Ables v. Fones

PER CURIAM.

Plaintiffs, two practicing attorneys in the State of Tennessee, appeal from the district court’s dismissal of their complaint challenging authority of the Supreme Court of Tennessee to adopt Tennessee Supreme Court Rule 42. That rule, a step in the integration of the Tennessee Bar, provides inter alia for the annual registration of attorneys practicing law in Tennessee and for the payment by them of an annual license fee to support a state-wide disciplinary enforcement system through the establishment of a disciplinary board of the Supreme Court of Tennessee and related personnel whose powers and responsibilities are set forth in the rule.

Plaintiffs have urged in the district court and here that the Tennessee Supreme Court’s ruling in other state actions before it, to the effect that all state court suits challenging its authority to promulgate the rule must initially be filed in that court, violated the rights of plaintiffs and other practicing attorneys to procedural and substantive due process guaranteed them under the Fourteenth Amendment to the United States Constitution. They also challenge on due process and equal protection grounds the authority of the Tennessee Supreme Court to promulgate the rule itself.
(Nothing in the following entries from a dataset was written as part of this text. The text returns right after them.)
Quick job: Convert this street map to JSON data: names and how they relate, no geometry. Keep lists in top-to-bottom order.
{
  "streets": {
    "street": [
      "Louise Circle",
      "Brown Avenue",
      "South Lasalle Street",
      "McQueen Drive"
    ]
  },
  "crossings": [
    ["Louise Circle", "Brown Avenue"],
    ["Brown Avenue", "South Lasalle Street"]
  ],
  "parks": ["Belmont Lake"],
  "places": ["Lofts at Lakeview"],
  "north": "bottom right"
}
*852The Supreme Court of Tennessee has held that it has the authority under existing Tennessee law to promulgate such a rule and to hear original challenges to it. Petition of the Tennessee Bar Association, 532 S.W.2d 224, 229 (Tenn.1975); State ex rel. Carden v. Fones, 539 S.W.2d 810 (Tenn.1976). We accept the interpretation by the highest court of the State of Tennessee of the extent of its own power and authority under the Constitution and laws of the State of Tennessee.

In Buschbacher v. Supreme Court of Ohio, No. C-2-75-743, 75-751, 76-309 (S.D. Ohio 1976), aff’d sub nom. Cuyahoga County Bar Assn. v. Supreme Court of Ohio, 430 U.S. 901, 97 S.Ct. 1167, 51 L.Ed.2d 577 (1977), the Supreme Court of the United States summarily affirmed the judgment of a three-judge district court which had denied relief under circumstances not unlike those presented here. In that case, the constitutionality of Rule 7 of the Ohio Supreme Court, which requires practicing attorneys to register and pay a biennial fee, was upheld in the face of similar charges of procedural due process, substantive due process, and equal protection violations. We are unable to find any significant difference between that case and the instant case or any real reason for applying a different rule of law here.

Appellants’ claim that the Tennessee Supreme Court was without power under applicable state statutory and constitutional provisions to hear directly the challenges to the validity of Rule 42 is a matter for resolution by that state’s judicial and political processes. The action taken does not offend any rights of the appellants which are guaranteed by the United States Constitution.

The judgment of the district court is affirmed.